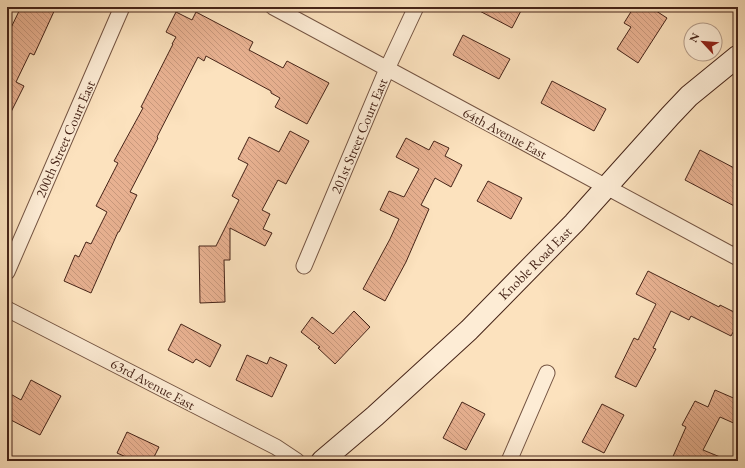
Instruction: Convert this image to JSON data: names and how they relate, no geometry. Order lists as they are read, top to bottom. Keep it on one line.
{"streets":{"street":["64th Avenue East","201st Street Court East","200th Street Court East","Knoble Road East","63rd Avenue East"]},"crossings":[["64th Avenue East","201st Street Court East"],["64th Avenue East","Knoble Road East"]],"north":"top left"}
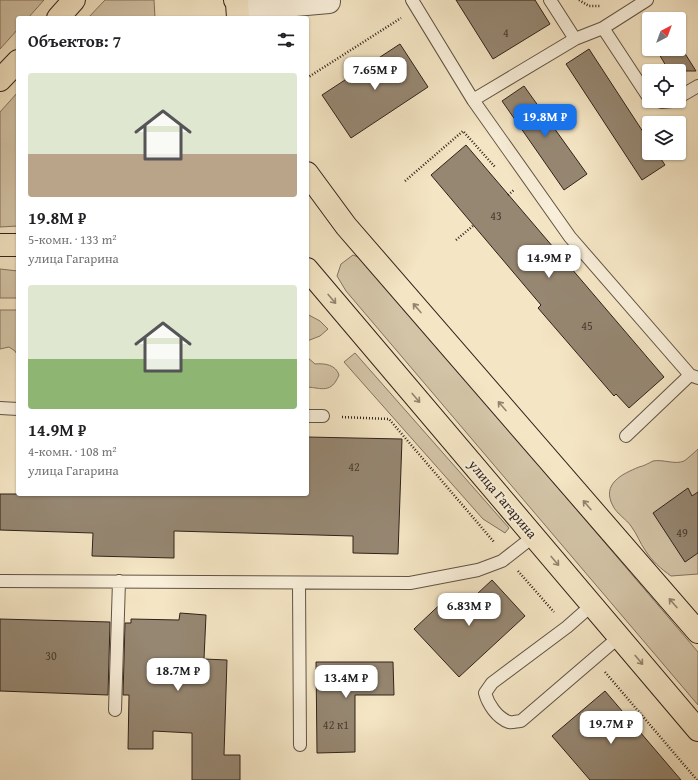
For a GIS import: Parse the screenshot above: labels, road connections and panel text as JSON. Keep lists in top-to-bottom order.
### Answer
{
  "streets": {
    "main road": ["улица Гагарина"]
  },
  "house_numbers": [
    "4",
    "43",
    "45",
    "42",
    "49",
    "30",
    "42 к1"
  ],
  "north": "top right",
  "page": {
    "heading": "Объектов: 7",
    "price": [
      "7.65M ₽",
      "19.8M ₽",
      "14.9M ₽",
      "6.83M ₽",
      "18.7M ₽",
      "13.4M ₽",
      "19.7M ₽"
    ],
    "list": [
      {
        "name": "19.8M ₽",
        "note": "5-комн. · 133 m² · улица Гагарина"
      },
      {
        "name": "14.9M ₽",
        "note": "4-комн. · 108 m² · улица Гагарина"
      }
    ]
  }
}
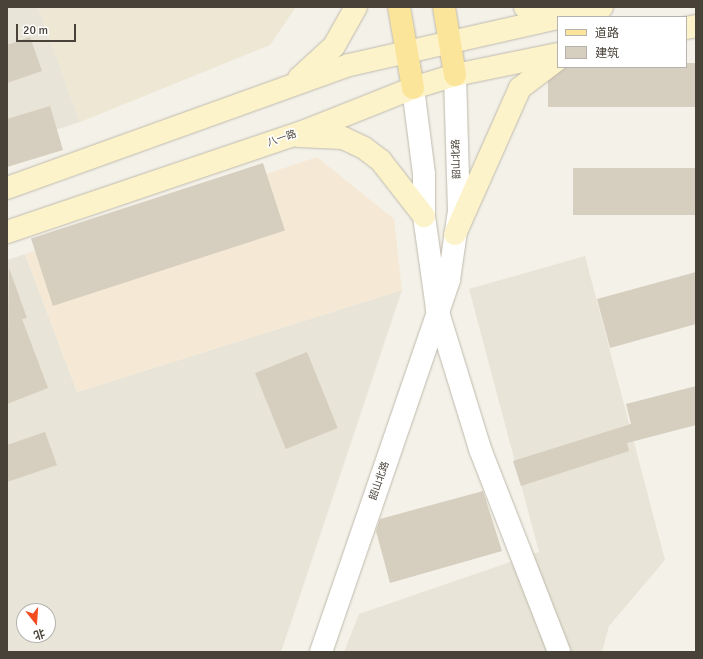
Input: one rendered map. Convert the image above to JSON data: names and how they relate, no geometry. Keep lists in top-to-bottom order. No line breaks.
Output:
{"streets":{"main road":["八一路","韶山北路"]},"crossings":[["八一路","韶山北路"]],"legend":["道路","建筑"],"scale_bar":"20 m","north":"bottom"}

========

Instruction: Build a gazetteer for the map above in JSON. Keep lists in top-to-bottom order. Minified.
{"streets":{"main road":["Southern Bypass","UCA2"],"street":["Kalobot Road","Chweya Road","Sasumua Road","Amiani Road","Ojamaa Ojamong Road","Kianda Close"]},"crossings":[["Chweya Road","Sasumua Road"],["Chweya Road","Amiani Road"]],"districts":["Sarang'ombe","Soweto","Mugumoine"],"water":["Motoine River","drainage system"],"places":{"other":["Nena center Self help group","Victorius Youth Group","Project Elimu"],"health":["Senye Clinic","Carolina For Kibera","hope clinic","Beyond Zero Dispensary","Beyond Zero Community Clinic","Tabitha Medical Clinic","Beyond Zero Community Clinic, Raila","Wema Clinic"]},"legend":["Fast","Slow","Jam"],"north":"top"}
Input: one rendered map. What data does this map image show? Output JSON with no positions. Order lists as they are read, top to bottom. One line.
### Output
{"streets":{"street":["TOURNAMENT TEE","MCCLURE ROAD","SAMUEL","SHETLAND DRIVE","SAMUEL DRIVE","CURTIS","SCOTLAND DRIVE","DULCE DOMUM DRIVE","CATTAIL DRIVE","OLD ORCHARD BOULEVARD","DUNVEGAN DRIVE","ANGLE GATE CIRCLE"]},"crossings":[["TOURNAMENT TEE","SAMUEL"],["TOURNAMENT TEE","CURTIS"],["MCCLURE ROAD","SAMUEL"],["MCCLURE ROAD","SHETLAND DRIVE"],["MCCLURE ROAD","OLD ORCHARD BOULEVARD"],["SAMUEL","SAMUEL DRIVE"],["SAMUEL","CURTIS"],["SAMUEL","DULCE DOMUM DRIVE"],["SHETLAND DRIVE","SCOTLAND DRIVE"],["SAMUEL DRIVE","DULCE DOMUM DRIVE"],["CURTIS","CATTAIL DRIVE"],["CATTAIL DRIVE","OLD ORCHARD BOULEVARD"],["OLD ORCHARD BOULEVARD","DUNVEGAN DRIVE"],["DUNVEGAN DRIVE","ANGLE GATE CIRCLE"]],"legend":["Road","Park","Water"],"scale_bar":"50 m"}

========

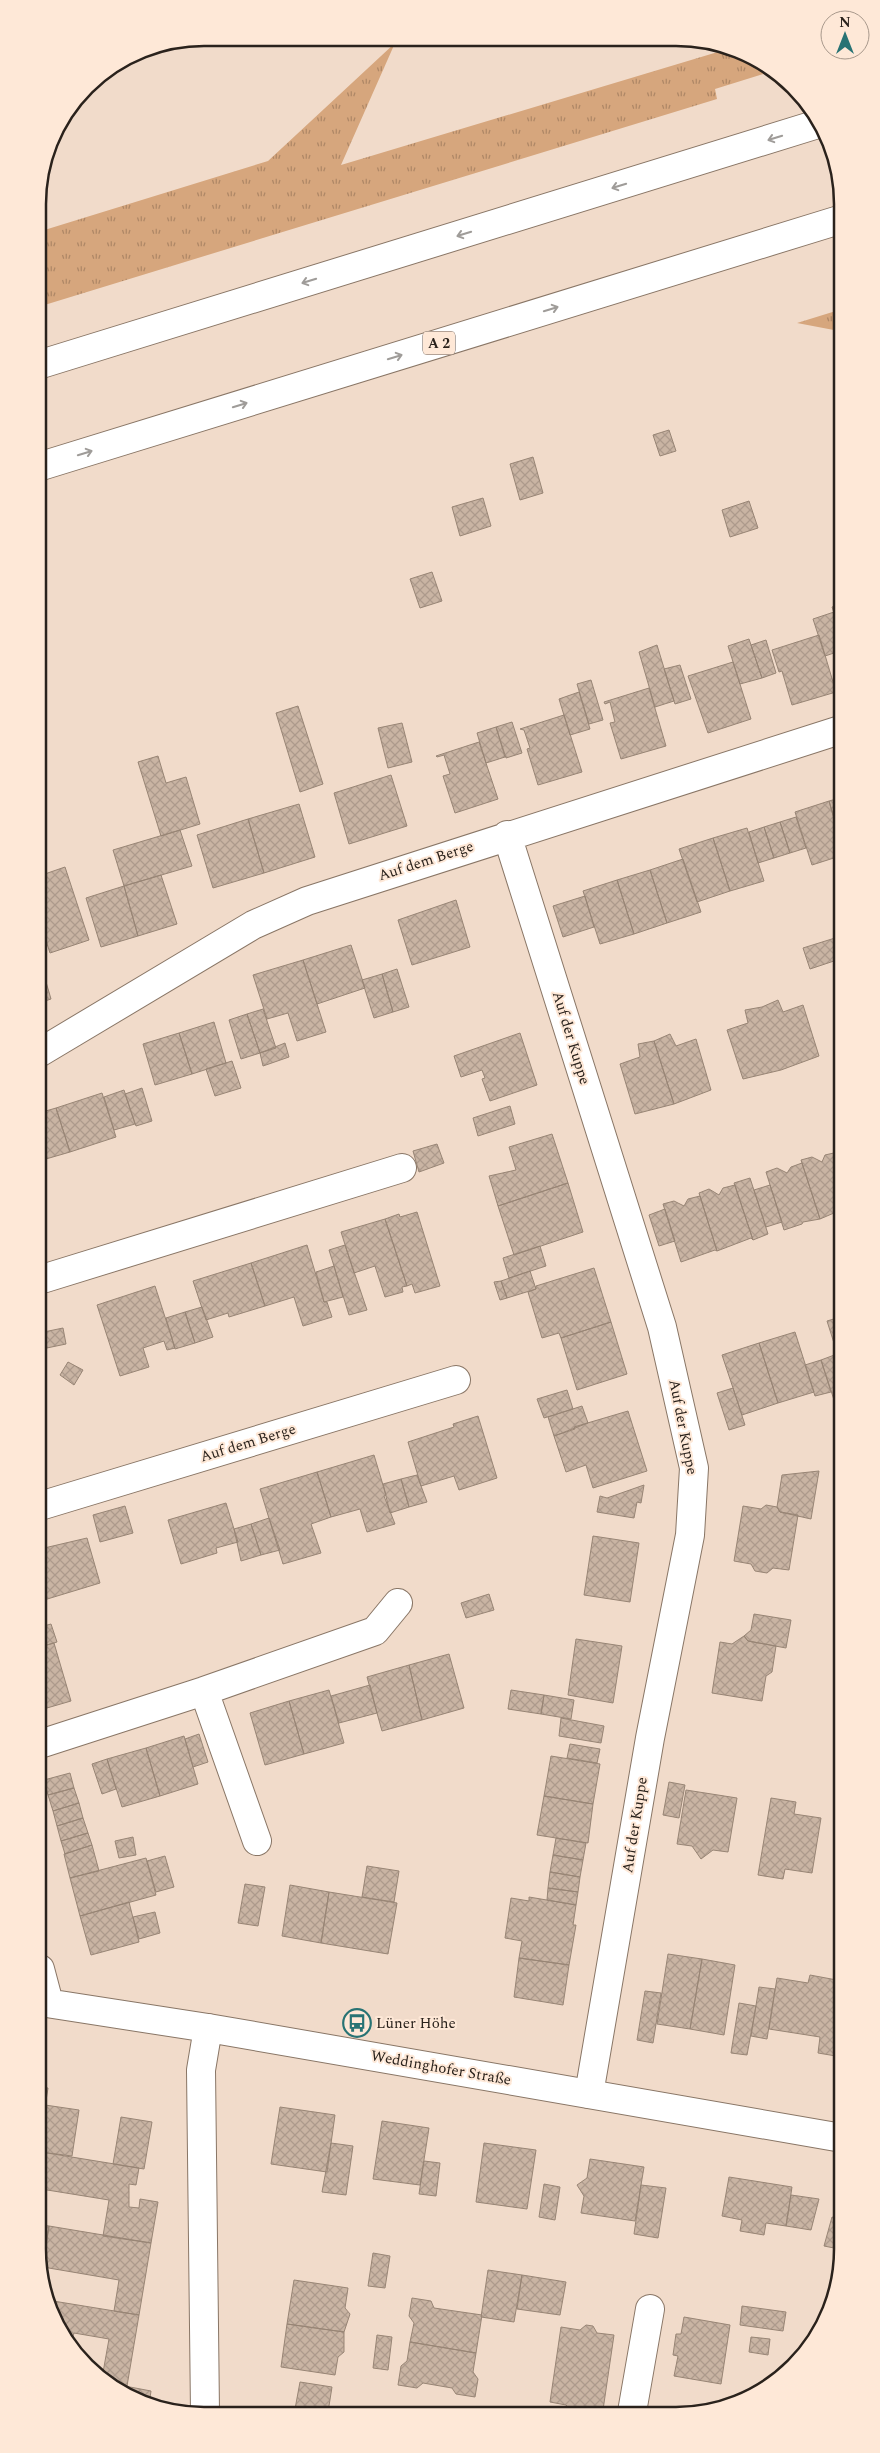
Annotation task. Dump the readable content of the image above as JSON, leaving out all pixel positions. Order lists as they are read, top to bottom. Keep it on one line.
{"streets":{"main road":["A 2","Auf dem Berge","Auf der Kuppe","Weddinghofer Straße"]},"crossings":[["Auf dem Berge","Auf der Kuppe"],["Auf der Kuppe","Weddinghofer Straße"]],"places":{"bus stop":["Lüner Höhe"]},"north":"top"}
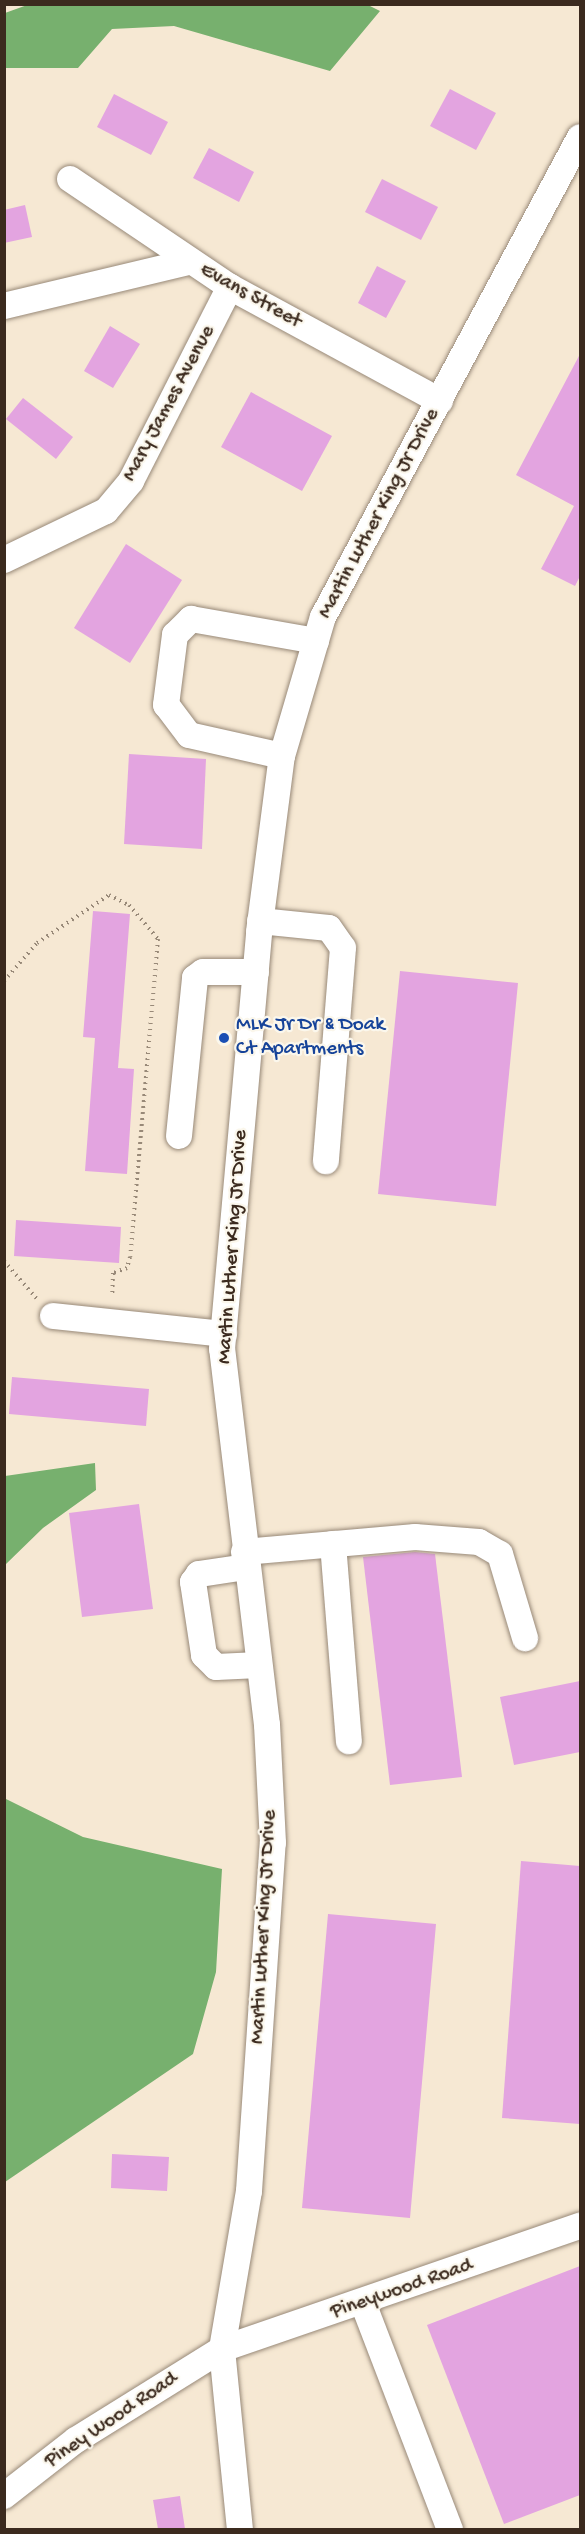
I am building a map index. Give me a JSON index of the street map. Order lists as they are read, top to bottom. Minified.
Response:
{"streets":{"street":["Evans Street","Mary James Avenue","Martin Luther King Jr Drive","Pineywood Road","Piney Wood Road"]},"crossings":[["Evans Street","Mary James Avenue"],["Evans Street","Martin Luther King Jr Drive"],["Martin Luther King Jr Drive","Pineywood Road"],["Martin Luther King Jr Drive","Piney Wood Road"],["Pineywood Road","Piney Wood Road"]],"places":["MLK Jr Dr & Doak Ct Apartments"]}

========

What to produce: Only lines containing the word "rendered" should appear in the answer, and every such line from the records above must be there.

Written answer:
Input: one rendered map. Convert the image above to JSON data: names and how they relate, no geometry. Keep lists in top-to-bottom order. No line breaks.
Input: one rendered map. What data does this map image show? Output JSON with no positions. Order lists as they are read, top to bottom. One line.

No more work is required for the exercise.